◆ EXCERPTED DATA:
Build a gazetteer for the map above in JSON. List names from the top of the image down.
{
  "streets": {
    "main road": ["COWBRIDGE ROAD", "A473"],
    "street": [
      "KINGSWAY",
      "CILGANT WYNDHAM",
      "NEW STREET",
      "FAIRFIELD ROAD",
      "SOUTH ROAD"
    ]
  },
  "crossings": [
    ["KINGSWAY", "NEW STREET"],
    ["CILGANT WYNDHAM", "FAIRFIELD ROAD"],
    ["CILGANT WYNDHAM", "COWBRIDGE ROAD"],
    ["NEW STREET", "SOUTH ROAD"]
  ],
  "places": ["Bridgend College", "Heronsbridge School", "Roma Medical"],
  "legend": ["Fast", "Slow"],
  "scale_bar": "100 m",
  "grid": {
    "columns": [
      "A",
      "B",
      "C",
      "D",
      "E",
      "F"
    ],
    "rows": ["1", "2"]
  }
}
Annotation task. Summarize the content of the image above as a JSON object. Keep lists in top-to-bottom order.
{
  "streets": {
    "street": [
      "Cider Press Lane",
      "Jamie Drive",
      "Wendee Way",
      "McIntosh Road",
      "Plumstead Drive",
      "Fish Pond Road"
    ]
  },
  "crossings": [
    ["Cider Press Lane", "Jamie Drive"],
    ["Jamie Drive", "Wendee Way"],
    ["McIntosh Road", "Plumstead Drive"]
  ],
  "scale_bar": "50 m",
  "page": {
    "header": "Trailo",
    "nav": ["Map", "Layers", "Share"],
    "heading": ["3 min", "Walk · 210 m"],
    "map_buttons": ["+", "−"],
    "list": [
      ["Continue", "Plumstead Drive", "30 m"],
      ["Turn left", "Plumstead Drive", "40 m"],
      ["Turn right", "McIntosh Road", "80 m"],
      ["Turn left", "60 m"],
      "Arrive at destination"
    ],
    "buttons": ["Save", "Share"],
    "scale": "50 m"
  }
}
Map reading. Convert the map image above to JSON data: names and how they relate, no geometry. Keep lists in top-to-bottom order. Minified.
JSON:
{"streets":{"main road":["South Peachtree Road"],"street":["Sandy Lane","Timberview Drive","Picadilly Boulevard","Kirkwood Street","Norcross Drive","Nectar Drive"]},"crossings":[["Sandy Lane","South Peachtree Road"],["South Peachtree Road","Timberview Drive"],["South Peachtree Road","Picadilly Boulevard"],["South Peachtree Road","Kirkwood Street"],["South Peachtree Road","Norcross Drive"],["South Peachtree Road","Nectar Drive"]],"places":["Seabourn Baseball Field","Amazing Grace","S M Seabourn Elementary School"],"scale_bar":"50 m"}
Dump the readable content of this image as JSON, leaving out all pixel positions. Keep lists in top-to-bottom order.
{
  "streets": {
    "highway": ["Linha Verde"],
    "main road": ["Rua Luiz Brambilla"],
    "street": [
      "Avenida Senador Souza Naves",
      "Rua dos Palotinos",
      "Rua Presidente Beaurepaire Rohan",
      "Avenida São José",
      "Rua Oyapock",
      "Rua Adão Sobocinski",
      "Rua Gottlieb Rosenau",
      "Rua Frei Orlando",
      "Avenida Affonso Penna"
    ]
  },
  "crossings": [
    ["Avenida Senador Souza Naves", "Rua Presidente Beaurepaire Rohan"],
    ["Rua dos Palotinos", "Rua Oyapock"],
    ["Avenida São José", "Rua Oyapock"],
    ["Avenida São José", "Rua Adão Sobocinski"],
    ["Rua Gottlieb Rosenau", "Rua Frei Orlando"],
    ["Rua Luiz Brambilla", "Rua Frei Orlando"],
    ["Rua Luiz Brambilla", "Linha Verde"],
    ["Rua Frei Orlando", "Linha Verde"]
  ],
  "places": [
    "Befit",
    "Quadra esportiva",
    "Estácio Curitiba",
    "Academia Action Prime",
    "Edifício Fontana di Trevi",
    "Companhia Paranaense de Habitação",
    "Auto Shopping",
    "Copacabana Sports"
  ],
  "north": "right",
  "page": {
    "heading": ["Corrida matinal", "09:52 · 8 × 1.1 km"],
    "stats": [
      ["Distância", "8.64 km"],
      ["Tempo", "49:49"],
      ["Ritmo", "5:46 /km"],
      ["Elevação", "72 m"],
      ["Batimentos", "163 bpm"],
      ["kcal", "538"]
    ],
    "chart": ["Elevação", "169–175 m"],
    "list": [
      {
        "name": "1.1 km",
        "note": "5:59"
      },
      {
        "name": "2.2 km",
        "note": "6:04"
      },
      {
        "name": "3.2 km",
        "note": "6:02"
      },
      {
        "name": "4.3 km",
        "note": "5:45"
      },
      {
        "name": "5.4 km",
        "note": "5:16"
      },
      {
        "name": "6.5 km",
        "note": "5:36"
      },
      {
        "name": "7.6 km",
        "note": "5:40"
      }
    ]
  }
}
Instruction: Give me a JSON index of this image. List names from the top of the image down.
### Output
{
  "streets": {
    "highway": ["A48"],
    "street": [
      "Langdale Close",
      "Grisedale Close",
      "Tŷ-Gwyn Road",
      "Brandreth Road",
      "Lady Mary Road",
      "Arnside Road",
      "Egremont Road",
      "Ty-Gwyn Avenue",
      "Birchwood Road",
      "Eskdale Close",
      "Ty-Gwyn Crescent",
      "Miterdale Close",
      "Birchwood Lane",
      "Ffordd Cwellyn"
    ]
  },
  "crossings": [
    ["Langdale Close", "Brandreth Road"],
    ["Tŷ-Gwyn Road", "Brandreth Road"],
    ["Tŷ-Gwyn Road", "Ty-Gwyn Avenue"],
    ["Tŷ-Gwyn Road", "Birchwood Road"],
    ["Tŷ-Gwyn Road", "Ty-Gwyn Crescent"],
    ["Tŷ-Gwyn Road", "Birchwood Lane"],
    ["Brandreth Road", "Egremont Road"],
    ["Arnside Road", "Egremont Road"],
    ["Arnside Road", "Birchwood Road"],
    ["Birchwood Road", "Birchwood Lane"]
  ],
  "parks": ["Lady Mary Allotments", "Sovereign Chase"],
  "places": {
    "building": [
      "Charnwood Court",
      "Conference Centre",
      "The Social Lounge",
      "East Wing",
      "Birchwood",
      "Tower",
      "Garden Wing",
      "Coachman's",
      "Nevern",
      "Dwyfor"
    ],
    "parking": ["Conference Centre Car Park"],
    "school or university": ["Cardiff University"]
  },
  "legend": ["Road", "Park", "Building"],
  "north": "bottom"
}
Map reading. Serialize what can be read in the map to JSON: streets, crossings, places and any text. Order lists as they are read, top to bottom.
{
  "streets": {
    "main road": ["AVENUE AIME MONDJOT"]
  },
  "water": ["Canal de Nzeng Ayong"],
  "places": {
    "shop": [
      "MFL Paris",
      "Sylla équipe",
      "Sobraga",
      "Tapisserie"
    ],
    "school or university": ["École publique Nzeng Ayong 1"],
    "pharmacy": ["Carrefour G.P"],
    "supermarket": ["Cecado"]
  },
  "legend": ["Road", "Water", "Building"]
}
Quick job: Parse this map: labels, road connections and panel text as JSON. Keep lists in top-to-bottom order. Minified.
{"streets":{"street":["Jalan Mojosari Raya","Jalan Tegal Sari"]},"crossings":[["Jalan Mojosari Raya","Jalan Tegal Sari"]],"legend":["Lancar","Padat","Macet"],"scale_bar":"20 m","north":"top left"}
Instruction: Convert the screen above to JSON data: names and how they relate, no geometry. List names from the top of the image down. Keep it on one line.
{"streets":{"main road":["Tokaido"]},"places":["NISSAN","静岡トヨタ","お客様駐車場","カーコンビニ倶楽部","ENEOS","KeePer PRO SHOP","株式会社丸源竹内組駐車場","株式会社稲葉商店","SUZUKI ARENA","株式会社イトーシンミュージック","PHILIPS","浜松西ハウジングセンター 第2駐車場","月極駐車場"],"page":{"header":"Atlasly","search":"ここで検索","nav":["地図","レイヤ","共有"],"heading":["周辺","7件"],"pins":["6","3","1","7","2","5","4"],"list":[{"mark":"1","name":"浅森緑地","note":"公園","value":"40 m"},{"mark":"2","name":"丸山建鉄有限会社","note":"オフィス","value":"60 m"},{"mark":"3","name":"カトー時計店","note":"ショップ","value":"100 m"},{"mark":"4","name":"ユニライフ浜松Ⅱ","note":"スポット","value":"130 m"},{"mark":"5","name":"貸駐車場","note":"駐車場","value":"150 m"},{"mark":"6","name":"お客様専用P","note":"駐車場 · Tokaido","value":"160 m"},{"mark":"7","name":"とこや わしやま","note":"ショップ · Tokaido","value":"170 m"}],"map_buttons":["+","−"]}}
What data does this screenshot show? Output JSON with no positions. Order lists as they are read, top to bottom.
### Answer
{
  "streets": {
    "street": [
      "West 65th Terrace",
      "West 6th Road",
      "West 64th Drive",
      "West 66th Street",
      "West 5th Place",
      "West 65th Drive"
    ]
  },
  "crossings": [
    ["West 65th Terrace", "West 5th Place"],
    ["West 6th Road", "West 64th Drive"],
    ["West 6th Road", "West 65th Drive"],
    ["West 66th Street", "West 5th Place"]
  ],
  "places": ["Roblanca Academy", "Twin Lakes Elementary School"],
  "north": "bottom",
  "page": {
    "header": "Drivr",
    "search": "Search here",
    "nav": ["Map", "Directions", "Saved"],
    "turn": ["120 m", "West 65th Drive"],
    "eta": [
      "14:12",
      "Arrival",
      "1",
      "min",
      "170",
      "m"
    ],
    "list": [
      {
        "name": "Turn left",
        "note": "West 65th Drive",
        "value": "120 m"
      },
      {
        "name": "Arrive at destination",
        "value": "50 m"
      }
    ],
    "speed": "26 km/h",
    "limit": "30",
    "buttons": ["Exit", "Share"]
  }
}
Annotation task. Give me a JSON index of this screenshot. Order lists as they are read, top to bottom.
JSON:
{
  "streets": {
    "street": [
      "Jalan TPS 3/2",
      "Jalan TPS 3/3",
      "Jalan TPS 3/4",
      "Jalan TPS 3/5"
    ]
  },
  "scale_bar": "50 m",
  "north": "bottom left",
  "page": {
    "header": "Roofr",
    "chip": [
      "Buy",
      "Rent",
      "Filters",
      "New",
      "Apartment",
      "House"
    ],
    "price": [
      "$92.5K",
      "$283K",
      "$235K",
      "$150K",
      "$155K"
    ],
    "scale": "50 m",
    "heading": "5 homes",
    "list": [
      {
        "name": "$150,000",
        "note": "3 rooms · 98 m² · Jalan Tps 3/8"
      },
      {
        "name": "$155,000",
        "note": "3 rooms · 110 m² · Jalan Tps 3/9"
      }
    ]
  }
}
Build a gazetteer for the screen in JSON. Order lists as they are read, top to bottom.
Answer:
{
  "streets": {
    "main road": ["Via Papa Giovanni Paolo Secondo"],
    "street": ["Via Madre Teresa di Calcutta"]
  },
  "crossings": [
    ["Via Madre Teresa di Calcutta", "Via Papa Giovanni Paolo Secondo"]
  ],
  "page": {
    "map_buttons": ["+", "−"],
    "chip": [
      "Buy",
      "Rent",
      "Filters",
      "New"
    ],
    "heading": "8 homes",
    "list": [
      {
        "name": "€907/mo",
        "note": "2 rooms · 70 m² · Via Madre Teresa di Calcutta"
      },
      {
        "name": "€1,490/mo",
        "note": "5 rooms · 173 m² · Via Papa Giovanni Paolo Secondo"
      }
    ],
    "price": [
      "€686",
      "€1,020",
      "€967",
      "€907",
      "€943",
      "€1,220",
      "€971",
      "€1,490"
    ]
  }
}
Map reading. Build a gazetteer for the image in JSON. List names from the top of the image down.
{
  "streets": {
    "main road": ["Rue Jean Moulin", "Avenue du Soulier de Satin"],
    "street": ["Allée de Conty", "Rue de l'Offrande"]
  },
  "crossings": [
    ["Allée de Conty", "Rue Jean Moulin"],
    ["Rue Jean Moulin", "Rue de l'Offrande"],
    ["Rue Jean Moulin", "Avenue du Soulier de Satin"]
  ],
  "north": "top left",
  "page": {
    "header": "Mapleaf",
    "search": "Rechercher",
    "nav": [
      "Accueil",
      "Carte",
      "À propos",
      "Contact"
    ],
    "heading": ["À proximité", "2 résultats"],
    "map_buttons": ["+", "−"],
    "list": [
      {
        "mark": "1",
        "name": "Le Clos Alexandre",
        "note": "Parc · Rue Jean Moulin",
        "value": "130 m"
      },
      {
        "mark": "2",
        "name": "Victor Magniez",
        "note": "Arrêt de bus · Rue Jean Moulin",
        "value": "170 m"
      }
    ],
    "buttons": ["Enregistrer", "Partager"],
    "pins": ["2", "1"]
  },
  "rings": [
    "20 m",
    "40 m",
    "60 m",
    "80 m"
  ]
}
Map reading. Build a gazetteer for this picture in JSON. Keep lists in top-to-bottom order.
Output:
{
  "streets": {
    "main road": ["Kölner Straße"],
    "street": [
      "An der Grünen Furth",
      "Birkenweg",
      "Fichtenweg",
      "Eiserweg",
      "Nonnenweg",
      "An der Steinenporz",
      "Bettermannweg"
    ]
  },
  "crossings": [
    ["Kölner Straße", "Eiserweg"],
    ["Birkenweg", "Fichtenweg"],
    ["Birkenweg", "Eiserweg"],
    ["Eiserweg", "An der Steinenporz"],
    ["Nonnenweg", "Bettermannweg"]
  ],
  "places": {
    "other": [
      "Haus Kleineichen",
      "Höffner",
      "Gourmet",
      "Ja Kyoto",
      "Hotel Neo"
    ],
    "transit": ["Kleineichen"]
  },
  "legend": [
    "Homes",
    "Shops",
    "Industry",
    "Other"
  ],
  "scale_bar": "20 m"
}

◆ WHAT YOU ARE ASKED TO DO: Extract each line from the entries above that contains the string "Jalan".

◆ EXERCISE SOLUTION:
{"streets":{"street":["Jalan Mojosari Raya","Jalan Tegal Sari"]},"crossings":[["Jalan Mojosari Raya","Jalan Tegal Sari"]],"legend":["Lancar","Padat","Macet"],"scale_bar":"20 m","north":"top left"}
      "Jalan TPS 3/2",
      "Jalan TPS 3/3",
      "Jalan TPS 3/4",
      "Jalan TPS 3/5"
        "note": "3 rooms · 98 m² · Jalan Tps 3/8"
        "note": "3 rooms · 110 m² · Jalan Tps 3/9"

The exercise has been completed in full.